• **TO DO**: When a line in the entries contains the word "canvas", copy that line in full.

• **RECORDED DATA**:
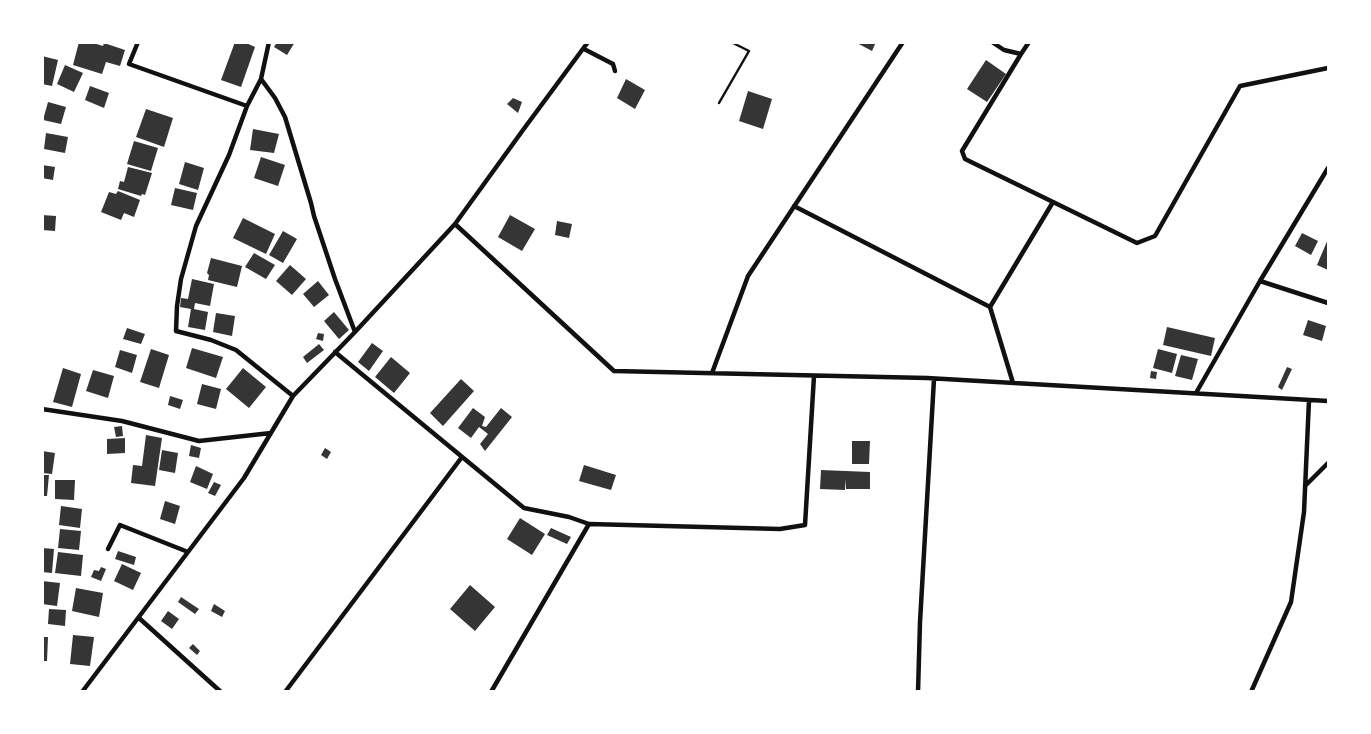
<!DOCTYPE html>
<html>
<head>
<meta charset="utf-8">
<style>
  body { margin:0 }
  #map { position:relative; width:1371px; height:734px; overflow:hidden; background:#fff; font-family:Arial,sans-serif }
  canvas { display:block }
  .frame { position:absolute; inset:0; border:44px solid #fff; pointer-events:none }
</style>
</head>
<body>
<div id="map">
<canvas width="1371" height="734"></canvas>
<div class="frame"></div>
</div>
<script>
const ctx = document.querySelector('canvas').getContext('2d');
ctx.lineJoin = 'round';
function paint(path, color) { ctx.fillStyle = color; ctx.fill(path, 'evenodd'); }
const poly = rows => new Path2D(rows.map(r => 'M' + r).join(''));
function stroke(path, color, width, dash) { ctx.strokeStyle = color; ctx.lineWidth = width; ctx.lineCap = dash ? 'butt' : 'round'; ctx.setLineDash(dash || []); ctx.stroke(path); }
const building = poly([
  [79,42,90,42,103,46,104,43,125,50,120,66,106,62,102,74,73,65],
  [235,42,244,42,255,47,241,87,221,80],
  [277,42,295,42,287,55,274,47],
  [855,42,876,42,872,51],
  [42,56,58,60,52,86,42,84],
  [986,60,1006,74,987,102,967,89],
  [65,65,83,73,74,92,57,84],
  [626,79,645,90,635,109,617,98],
  [90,86,109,93,104,108,85,100],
  [748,91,772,99,763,129,739,121],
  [513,98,522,102,518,113,507,104],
  [48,102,66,107,61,124,43,120],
  [146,109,173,118,164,147,136,137],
  [253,129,279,134,274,153,250,150],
  [46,133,68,137,65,153,44,149],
  [134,141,158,148,151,171,127,164],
  [261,157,285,165,278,186,254,178],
  [185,162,204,168,198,190,179,184],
  [42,165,55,167,53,180,42,178],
  [128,167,152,173,145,195,142,194,141,196,118,189,120,181,124,182],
  [175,188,197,193,193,210,171,205],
  [118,191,140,200,134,217,124,213,121,220,101,212,109,192,116,194],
  [42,215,56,216,55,231,42,230],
  [510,215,535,229,522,251,498,237],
  [243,218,275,234,266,254,233,238],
  [557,221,572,224,569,238,555,235],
  [283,231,297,239,283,263,269,255],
  [1302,233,1318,241,1311,255,1295,246],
  [1328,239,1328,270,1317,265],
  [254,253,275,265,266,279,245,267],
  [211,258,242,266,237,287,208,280,209,275,207,273],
  [290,265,306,279,292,295,276,281],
  [192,279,214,284,210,306,195,303,194,309,208,312,205,330,188,327,191,309,180,307,181,298,188,299],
  [318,281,329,295,314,307,303,294],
  [334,312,349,330,339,339,324,321],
  [216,313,235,316,232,336,213,332],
  [1308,320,1326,326,1322,341,1303,335],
  [1167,327,1215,338,1211,356,1163,345],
  [127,328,145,334,141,344,123,339],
  [318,333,324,334,323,341,316,339],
  [372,343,383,351,369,371,358,362],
  [319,344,324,350,307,363,303,357],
  [192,348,223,357,216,378,186,368],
  [151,349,169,355,159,388,140,382],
  [1158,349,1177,354,1172,373,1153,368],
  [120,350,137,355,132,373,115,367],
  [1181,355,1198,359,1192,380,1175,376],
  [391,357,410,373,394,393,375,377],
  [1287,367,1292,369,1282,390,1278,387],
  [63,368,81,374,72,407,53,402],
  [243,368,266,387,249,408,226,389],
  [93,370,114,376,108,398,86,391],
  [1151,371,1157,372,1156,379,1150,378],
  [461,379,474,391,443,426,430,413],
  [202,384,221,389,216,409,197,404],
  [170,396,183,400,180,409,168,405],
  [473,408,485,417,482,426,486,427,501,408,512,417,485,451,480,444,488,434,479,427,471,438,458,428],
  [122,426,123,436,116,437,114,427],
  [146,435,162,438,155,486,131,483,133,465,142,466],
  [125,438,125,453,107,454,107,439],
  [852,441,870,441,869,464,852,464],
  [191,445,201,448,199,458,189,456],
  [325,448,331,452,327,459,321,455],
  [162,450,178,453,175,473,159,470],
  [42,451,55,453,52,474,42,473],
  [584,465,616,475,611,490,579,481],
  [196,466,213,474,207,489,190,482],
  [821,470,870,472,870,489,846,489,845,479,845,490,820,489],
  [42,475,49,475,47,496,42,496],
  [55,480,75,480,74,500,55,499],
  [214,482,221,485,215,496,208,493],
  [165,501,180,506,175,524,160,519],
  [61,506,82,509,80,528,59,525],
  [520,518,545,534,532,555,507,539],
  [551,528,571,537,567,544,547,535],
  [60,529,81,531,79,550,58,548],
  [42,548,54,549,52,573,42,572],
  [118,551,136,557,134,565,115,559],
  [58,552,83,555,81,576,55,573],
  [122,564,141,573,133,590,114,581],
  [101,567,106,569,101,581,91,577,94,570,99,571],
  [42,581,60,583,57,606,42,604],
  [470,585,495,607,475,631,450,609],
  [76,588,103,593,99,617,72,611],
  [181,597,199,609,195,614,178,602],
  [214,604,225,611,222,617,211,611],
  [49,609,66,610,65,626,48,624],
  [168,611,179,619,172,629,161,621],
  [73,635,94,637,90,666,70,664],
  [42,637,48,637,47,661,42,661],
  [193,644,200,651,197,655,189,648]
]);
const service = poly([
  [719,103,749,51,731,42]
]);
const minor = poly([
  [138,42,129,64,247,106],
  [269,42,261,79,247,106,229,155,196,226,181,279,177,306,176,331,211,340,236,350,293,396],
  [992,42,1004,50,1021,54,1029,42],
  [584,49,613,64,615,71],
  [1021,54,962,151,965,159,1137,243,1155,236,1240,86,1328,68],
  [261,79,275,98,285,117,311,203,314,216,335,279,355,332],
  [794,206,990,307,1053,202],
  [455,224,614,371,927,378,1328,401],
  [1260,281,1328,303],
  [990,307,1013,383],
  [335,352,524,508,569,517,589,524,780,529,805,525,814,376],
  [712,373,748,276,903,42],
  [1196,393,1260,281,1328,168],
  [42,409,122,421,199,441,271,433],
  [1305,486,1328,463],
  [108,549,120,525,188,552],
  [139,618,221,692],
  [82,692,244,478,293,396,355,332,455,224,523,130,588,42],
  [285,692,462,457],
  [491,692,589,524],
  [918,692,920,622,934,379],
  [1251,692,1291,602,1304,512,1309,400]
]);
paint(building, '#353535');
stroke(service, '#111', 2.5);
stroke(minor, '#111', 4.5);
</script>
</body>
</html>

• **WRITTEN RESPONSE**:
  canvas { display:block }
<canvas width="1371" height="734"></canvas>
const ctx = document.querySelector('canvas').getContext('2d');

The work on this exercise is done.